PROBLEM STATEMENT » Each line of the listing that holds "speed" counts once; report how many there are, and nothing more.

============

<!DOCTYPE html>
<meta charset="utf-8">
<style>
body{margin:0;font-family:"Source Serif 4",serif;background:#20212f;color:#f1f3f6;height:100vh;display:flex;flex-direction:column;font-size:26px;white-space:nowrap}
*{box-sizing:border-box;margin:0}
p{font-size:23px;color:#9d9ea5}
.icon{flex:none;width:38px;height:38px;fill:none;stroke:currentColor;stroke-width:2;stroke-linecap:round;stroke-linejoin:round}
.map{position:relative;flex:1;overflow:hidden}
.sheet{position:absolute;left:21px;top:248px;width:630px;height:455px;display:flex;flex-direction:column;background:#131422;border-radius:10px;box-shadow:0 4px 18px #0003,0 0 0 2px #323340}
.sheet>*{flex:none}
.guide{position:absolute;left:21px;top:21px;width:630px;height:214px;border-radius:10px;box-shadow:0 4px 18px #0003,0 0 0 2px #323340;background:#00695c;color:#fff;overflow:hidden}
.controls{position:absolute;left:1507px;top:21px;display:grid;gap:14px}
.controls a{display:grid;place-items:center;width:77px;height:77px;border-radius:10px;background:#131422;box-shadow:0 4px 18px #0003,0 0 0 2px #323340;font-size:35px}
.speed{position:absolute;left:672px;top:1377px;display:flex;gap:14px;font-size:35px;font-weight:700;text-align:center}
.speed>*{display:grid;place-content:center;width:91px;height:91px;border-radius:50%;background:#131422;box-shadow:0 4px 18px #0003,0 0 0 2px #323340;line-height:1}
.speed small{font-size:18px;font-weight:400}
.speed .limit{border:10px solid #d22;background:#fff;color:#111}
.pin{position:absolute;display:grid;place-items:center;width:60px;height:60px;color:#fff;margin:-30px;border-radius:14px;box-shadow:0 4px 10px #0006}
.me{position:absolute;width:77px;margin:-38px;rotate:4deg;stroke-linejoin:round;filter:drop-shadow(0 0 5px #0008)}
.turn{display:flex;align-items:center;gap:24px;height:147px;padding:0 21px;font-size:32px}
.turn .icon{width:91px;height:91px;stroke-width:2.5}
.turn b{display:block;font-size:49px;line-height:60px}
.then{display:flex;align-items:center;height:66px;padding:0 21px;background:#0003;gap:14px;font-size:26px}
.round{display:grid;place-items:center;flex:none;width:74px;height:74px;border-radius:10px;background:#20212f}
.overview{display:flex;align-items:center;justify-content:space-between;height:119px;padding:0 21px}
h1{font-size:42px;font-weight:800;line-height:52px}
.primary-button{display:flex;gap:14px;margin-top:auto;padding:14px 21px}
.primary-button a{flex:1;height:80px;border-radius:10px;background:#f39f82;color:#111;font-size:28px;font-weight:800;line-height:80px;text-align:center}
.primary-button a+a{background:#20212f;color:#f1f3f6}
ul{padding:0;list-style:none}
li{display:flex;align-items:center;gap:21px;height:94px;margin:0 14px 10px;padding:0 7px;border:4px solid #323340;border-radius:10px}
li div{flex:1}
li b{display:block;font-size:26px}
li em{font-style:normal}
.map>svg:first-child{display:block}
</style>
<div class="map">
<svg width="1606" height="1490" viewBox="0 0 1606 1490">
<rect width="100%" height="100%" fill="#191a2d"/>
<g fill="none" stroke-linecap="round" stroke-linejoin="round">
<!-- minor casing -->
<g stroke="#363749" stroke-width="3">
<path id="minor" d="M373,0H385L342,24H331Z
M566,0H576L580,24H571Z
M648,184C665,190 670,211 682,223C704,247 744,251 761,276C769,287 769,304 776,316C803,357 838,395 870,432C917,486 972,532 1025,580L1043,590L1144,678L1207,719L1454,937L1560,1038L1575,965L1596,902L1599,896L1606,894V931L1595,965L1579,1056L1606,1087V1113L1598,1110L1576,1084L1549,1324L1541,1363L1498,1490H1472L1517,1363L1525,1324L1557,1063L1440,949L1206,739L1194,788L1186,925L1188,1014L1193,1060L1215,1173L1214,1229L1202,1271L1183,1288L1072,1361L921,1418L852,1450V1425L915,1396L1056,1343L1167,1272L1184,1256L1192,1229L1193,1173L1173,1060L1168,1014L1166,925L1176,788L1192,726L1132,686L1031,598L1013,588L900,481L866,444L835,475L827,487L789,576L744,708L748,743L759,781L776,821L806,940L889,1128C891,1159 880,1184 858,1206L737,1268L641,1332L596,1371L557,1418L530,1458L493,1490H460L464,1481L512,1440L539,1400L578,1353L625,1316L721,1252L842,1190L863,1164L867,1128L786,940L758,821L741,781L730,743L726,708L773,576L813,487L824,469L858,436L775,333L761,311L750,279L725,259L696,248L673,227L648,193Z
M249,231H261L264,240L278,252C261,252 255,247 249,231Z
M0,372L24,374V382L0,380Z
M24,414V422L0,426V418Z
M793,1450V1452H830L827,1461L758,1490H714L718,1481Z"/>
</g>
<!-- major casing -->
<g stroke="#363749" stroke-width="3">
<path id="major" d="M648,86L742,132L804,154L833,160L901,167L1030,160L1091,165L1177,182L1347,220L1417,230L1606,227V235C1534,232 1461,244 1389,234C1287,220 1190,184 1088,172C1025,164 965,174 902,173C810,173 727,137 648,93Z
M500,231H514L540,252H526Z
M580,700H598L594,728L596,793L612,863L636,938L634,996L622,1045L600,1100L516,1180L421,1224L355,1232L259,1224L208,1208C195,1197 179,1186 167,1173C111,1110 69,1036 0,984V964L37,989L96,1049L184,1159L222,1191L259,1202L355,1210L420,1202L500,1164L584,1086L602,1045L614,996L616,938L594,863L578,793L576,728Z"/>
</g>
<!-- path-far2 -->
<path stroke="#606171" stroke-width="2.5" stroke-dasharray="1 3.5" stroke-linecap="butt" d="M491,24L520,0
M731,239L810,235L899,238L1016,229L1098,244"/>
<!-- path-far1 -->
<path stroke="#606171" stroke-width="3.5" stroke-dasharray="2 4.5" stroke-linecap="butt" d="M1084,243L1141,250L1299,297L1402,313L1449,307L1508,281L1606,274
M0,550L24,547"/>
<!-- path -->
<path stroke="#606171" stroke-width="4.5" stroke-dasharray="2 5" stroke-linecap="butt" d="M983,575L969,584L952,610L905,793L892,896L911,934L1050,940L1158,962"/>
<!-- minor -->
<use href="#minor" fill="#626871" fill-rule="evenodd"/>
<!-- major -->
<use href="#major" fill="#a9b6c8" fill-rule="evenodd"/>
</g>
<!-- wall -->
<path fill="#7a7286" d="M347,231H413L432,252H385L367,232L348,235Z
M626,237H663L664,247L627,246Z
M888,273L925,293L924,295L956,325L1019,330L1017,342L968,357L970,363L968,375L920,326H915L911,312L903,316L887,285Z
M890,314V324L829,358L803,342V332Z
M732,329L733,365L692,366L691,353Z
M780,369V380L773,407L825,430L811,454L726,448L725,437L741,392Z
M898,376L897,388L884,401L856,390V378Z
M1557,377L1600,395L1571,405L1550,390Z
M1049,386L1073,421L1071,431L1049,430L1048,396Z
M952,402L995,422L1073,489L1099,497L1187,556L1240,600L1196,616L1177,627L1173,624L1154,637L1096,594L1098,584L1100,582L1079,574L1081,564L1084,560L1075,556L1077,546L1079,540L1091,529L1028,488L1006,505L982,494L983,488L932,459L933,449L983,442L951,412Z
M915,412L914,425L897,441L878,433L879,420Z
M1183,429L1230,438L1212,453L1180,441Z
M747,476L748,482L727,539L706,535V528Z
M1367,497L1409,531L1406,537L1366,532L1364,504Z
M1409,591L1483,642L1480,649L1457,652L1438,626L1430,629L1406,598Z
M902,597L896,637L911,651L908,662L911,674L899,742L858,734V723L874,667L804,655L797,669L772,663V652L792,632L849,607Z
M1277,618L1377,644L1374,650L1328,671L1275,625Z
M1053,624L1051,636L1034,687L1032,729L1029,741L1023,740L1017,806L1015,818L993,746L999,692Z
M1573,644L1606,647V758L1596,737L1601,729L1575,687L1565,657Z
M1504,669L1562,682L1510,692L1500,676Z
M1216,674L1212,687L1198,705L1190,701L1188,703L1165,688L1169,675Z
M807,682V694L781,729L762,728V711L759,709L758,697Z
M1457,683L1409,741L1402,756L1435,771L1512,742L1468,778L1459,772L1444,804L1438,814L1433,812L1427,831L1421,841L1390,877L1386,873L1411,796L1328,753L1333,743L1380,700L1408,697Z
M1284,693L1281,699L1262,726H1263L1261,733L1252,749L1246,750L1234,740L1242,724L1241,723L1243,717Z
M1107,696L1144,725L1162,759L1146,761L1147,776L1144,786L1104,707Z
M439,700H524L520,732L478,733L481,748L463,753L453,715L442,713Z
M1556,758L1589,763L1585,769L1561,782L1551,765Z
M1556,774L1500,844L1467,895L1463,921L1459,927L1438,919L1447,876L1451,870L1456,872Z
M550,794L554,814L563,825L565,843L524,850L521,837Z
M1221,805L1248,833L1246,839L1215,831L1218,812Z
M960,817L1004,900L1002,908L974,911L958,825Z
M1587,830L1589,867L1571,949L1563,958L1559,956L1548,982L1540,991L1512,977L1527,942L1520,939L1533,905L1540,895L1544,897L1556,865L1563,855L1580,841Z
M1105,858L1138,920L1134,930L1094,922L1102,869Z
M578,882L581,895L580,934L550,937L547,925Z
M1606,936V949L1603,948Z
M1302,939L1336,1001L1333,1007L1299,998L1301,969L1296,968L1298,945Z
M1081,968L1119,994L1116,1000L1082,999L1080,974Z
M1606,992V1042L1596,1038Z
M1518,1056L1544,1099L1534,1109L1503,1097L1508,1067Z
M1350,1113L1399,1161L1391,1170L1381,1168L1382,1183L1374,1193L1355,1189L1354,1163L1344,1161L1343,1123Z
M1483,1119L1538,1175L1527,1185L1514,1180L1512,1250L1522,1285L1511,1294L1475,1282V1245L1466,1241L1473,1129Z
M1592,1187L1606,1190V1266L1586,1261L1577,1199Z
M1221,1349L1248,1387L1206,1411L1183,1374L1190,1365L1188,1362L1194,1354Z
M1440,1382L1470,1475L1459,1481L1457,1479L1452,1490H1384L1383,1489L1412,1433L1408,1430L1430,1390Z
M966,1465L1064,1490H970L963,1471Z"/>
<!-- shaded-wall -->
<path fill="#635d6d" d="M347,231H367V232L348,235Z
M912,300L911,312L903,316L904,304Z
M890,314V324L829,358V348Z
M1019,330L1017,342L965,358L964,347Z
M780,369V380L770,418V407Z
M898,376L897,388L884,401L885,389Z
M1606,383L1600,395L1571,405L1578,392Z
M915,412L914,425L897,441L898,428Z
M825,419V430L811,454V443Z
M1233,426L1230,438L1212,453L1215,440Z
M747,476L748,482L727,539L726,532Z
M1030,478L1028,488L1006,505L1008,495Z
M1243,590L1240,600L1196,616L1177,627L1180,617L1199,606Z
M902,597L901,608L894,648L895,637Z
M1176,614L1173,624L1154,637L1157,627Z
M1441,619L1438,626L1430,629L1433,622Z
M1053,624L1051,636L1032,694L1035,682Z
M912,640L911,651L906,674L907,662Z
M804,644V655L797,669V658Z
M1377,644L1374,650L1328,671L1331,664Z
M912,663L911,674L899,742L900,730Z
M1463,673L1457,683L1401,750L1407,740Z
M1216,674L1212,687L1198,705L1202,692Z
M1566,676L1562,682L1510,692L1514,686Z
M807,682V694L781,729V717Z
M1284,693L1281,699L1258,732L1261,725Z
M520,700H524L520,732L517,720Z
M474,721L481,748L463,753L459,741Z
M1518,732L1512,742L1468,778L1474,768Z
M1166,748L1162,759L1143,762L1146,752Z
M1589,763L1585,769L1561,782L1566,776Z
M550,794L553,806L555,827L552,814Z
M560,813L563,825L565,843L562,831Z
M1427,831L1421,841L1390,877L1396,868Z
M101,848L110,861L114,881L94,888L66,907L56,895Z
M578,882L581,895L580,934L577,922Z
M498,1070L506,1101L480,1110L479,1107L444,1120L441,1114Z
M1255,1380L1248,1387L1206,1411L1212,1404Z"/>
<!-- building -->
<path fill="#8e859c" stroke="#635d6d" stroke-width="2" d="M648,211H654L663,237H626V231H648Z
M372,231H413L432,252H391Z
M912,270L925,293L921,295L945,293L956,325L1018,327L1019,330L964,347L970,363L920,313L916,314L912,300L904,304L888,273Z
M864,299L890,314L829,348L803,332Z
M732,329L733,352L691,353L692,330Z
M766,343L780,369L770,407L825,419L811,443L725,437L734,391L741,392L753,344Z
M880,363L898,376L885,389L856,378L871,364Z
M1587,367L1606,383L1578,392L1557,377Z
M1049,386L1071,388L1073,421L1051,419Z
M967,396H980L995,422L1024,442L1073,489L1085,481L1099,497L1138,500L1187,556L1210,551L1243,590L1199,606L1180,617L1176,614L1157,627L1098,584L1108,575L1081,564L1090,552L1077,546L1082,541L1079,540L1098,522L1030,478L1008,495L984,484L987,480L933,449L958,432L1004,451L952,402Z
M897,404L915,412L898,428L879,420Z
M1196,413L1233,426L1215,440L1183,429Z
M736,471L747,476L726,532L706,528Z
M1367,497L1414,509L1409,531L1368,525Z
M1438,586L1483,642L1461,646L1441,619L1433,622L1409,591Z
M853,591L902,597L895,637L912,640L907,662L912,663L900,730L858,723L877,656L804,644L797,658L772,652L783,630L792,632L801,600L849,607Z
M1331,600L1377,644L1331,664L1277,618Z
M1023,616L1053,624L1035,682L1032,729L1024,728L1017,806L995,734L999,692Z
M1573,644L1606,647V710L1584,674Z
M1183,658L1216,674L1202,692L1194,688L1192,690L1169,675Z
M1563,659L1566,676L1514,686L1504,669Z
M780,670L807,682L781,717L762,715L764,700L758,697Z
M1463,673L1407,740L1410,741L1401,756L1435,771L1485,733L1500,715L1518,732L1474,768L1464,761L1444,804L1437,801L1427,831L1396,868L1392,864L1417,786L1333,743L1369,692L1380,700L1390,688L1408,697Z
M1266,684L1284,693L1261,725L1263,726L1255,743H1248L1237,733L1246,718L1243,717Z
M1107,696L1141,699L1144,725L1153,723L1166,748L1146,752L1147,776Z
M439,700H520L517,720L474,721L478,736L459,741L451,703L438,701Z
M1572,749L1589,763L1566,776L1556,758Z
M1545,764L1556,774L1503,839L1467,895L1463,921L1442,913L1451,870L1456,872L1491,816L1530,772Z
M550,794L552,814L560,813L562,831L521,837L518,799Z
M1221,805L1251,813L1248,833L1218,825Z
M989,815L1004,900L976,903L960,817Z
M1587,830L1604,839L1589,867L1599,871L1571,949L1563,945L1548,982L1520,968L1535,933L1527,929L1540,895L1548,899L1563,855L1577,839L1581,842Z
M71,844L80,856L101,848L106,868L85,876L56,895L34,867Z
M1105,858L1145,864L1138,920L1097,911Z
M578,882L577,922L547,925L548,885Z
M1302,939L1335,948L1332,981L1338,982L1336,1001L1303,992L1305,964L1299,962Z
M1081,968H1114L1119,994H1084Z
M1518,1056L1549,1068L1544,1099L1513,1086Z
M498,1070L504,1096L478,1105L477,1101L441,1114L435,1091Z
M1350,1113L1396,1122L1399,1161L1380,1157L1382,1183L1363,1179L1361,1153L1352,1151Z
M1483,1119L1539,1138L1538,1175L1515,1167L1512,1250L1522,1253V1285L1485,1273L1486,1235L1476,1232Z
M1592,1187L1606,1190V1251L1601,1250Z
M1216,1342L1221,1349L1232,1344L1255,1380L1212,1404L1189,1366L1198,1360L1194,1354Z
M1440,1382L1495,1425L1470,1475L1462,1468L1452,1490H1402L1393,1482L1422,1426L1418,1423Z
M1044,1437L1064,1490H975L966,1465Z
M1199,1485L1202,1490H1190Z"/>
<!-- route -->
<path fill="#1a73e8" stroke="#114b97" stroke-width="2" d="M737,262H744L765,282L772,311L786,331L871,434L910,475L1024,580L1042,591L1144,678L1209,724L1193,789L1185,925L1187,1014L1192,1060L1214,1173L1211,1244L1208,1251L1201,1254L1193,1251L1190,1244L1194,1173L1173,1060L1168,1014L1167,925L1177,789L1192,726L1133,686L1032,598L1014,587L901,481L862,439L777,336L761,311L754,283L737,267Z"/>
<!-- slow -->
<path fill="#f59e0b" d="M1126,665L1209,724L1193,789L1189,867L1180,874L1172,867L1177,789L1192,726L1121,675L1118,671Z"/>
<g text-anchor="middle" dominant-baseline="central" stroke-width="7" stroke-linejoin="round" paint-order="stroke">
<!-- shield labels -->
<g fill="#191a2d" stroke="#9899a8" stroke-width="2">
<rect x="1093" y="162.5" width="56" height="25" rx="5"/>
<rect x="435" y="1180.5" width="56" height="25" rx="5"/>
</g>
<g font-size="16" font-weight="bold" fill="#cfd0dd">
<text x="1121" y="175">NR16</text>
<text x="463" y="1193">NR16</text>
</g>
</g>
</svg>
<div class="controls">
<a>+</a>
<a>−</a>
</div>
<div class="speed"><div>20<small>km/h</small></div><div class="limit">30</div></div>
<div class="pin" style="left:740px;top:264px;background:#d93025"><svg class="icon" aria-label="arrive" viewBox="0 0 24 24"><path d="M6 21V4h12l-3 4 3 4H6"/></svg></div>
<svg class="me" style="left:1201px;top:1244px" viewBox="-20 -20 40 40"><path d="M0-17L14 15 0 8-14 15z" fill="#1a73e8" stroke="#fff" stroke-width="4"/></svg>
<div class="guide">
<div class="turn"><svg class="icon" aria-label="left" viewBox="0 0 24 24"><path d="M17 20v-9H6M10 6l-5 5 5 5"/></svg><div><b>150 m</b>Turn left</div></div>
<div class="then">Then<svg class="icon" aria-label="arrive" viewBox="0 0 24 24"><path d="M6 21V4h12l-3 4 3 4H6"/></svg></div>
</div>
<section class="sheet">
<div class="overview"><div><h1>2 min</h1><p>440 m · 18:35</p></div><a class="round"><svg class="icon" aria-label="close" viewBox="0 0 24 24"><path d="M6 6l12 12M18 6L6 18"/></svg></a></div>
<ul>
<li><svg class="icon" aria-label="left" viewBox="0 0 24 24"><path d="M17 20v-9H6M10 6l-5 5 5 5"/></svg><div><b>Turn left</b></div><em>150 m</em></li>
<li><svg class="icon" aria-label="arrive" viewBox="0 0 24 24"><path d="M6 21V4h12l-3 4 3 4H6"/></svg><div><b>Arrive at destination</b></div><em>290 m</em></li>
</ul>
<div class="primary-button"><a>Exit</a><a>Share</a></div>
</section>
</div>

============

TASK RESULT » 5